Entries taken from a collection

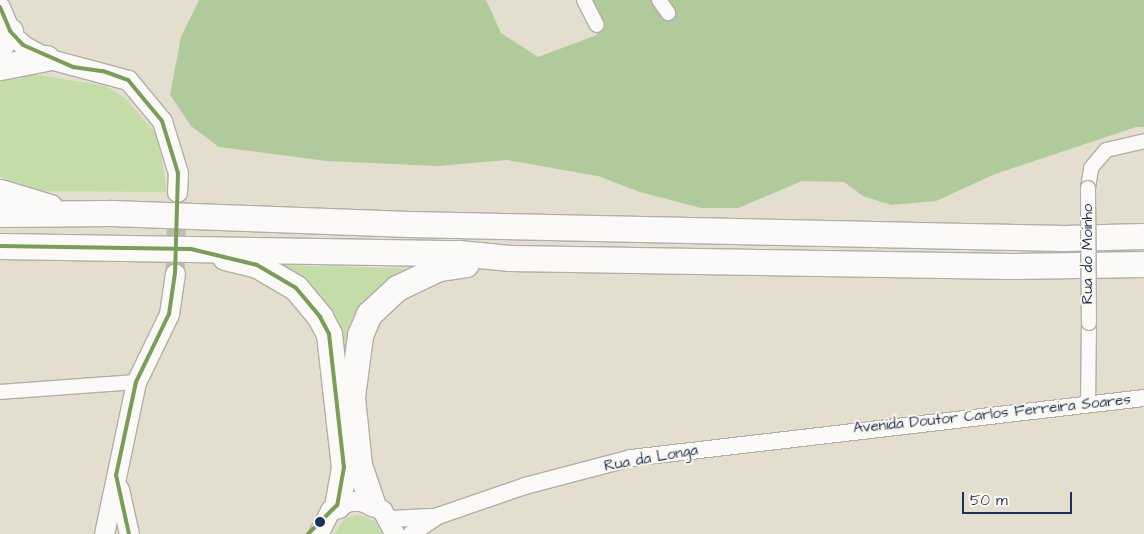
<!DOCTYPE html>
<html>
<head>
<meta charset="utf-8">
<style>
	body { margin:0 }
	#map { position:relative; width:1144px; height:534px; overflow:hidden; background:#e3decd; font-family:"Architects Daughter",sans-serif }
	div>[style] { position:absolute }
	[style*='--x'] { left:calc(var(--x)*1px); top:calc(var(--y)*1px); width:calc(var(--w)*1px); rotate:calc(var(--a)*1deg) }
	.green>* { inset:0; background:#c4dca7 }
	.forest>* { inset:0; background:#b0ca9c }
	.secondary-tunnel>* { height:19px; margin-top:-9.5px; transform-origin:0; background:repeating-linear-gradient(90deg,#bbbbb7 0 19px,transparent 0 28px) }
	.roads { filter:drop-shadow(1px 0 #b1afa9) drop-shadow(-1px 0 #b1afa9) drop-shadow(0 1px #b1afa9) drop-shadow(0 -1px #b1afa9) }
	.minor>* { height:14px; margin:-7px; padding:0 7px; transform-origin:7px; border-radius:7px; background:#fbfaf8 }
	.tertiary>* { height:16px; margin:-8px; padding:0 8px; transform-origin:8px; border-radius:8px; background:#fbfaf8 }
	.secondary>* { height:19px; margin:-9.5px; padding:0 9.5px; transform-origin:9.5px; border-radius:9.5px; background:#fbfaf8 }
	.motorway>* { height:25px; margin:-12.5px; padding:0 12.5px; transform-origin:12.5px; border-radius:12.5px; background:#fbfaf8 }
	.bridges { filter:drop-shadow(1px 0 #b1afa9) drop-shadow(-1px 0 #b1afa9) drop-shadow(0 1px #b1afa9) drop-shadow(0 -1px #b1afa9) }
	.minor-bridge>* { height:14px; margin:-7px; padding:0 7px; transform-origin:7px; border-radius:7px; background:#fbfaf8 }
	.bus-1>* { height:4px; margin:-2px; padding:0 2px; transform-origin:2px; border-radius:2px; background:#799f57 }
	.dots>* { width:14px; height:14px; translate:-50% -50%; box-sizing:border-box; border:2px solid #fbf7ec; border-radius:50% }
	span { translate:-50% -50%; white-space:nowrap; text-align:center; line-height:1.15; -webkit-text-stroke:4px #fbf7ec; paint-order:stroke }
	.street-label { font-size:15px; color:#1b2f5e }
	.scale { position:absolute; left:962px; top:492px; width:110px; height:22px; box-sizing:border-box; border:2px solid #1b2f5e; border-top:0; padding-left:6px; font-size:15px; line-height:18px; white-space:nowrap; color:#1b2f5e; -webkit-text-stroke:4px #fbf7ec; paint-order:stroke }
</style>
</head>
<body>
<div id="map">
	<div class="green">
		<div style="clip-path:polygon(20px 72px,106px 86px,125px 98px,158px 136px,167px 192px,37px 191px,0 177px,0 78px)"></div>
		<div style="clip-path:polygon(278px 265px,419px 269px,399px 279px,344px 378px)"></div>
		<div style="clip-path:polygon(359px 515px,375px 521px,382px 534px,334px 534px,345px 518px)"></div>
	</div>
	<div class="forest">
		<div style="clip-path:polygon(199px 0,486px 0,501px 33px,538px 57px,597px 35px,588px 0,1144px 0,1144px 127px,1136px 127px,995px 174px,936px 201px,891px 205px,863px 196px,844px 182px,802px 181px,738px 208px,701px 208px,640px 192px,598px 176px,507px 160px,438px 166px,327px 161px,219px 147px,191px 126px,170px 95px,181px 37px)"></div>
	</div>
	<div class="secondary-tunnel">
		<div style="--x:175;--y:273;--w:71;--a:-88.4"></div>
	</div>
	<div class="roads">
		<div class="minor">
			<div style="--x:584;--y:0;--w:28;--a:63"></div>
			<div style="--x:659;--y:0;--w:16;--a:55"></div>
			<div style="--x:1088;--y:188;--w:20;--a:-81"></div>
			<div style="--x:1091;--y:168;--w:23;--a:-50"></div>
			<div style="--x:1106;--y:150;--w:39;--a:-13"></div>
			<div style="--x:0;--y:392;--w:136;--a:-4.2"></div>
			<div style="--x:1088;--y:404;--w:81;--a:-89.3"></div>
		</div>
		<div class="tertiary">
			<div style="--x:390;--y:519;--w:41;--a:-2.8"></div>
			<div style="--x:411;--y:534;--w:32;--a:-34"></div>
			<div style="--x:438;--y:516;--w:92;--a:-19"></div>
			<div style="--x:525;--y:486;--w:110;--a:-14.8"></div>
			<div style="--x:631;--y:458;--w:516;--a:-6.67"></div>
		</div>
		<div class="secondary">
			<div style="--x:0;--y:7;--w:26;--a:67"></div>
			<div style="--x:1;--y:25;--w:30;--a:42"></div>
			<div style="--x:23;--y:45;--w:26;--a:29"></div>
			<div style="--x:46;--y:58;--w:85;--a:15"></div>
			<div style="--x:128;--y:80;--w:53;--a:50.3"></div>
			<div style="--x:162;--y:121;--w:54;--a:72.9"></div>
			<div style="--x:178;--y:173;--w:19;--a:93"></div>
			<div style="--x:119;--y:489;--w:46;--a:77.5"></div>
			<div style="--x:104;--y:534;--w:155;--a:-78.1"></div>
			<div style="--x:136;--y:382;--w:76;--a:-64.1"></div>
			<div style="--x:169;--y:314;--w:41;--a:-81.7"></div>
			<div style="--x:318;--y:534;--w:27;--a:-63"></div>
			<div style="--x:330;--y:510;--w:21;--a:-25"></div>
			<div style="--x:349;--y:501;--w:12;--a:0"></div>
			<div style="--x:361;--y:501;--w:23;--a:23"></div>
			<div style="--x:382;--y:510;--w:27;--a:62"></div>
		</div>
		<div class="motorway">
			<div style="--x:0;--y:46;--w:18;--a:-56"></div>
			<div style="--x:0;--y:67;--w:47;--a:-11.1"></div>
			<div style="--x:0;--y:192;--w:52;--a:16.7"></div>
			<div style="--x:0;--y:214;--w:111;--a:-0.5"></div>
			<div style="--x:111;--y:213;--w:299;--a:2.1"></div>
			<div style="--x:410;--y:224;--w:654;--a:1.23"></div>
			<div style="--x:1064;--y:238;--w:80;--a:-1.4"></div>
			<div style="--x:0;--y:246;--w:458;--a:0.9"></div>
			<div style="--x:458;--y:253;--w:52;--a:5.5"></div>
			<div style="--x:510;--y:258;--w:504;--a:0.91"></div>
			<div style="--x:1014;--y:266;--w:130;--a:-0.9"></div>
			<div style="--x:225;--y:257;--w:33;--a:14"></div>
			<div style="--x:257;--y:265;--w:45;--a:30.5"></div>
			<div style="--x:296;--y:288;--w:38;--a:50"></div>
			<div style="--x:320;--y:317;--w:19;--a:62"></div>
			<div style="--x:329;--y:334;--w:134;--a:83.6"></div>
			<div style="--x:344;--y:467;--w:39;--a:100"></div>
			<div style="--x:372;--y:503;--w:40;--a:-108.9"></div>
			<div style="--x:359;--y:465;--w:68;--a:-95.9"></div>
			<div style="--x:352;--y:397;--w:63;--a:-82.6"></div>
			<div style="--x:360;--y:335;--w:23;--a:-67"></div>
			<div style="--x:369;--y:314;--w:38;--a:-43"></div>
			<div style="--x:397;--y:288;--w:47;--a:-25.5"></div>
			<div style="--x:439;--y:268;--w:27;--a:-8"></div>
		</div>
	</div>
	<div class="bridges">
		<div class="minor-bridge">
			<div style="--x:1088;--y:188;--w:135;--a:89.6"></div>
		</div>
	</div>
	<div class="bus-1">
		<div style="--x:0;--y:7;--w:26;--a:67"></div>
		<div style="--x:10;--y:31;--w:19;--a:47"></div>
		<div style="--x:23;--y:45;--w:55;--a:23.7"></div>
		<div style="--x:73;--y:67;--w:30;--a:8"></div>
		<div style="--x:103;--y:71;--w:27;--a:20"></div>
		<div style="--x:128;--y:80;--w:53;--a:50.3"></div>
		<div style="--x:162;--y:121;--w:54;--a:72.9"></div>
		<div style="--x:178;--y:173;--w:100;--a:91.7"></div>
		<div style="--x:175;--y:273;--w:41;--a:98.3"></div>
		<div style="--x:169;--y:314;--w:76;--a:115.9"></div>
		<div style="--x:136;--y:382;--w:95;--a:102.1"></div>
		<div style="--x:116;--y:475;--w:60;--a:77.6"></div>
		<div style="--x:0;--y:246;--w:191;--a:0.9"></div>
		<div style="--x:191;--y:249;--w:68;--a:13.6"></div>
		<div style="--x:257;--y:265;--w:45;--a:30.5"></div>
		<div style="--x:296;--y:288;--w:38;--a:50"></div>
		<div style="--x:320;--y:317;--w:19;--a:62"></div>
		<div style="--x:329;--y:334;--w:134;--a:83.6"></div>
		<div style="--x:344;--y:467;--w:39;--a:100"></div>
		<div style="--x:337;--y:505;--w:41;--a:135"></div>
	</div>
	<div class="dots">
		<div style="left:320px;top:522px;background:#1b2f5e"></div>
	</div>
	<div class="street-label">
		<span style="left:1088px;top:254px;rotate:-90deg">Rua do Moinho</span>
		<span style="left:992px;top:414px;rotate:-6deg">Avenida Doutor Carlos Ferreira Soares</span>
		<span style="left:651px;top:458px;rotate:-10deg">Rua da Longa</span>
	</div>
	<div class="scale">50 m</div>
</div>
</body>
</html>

WORK TO BE COMPLETED: Determine how many lines of the entries above carry the string "inset", and give that number alone.

SOLUTION: 2